When owning a business, developing a personal brand is important. If you’re self-employed or own your own business, you probably hear this advice a lot. “post more content” on social media.
A lot of people aren’t sure where to start. Some of the most helpful advice tends to be, “Post about what you know, on a medium that feels most natural.”
For most people, the problem is not a lack of experience or knowledge. Once the gates are open, ideas come flowing.
If this is the case, why is it so hard to start?
Don’t Let This Stop You
What prevents many entrepreneurs from posting content can be distilled to a fear of judgement. Not everyone admits it, but it is a defining factor behind their responses.
For example: “I don’t want to make the content about me, I want it to be about the business.”
If you are a business owner, your personal and business brand are inextricably intertwined. Everything about you trickles down into how the business is operated and how it appears to others.

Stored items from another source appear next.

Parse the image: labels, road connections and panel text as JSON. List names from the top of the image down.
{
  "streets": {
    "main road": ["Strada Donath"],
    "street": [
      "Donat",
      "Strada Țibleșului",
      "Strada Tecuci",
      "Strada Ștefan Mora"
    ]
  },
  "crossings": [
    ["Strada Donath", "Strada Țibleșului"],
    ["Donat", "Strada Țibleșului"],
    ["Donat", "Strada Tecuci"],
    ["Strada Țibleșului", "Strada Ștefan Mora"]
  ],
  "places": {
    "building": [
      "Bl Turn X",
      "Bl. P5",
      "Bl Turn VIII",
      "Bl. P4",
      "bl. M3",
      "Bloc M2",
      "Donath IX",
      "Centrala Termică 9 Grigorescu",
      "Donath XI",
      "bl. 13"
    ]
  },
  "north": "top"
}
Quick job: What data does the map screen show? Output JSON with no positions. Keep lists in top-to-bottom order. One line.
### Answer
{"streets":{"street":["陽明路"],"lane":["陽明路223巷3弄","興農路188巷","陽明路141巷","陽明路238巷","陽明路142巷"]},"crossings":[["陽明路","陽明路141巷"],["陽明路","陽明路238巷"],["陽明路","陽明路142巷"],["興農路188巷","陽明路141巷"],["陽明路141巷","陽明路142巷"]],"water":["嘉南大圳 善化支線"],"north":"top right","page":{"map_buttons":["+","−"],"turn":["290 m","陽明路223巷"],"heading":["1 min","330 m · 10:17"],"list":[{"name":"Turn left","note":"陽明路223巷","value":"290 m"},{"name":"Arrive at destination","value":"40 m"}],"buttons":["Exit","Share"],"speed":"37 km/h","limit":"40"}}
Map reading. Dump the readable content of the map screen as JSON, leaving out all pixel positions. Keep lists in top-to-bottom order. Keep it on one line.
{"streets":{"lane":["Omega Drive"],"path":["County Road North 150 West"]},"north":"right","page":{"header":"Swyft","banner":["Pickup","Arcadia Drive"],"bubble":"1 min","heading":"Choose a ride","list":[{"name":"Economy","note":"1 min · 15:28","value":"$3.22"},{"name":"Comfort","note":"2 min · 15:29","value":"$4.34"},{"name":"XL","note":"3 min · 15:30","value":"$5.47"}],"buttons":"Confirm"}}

Posting valuable content as yourself doesn’t hurt the business. But it can open you up to external judgement (criticism) or internal judgement (impostor syndrome). Nobody likes to be judged, so in most cases, this is the real issue at play.
What Are Some Practical Steps I Can Take?
Does this sound like you? Start by taking baby steps. Don’t give into the pressure of creating a wildly successful personal brand on day 1.
Take some time to figure out the kind of content you can post about consistently, whether that means once a day or once a week.
Then, figure out for yourself which posting medium truly works best for you. If you are nervous on camera, writing or podcasting could be a better way to get the message out. Do you value keeping things short and to the point? Look into Twitter.
You don’t need to be posting on every social media platform to be relevant. Choose the ones that matter most, and focus on those.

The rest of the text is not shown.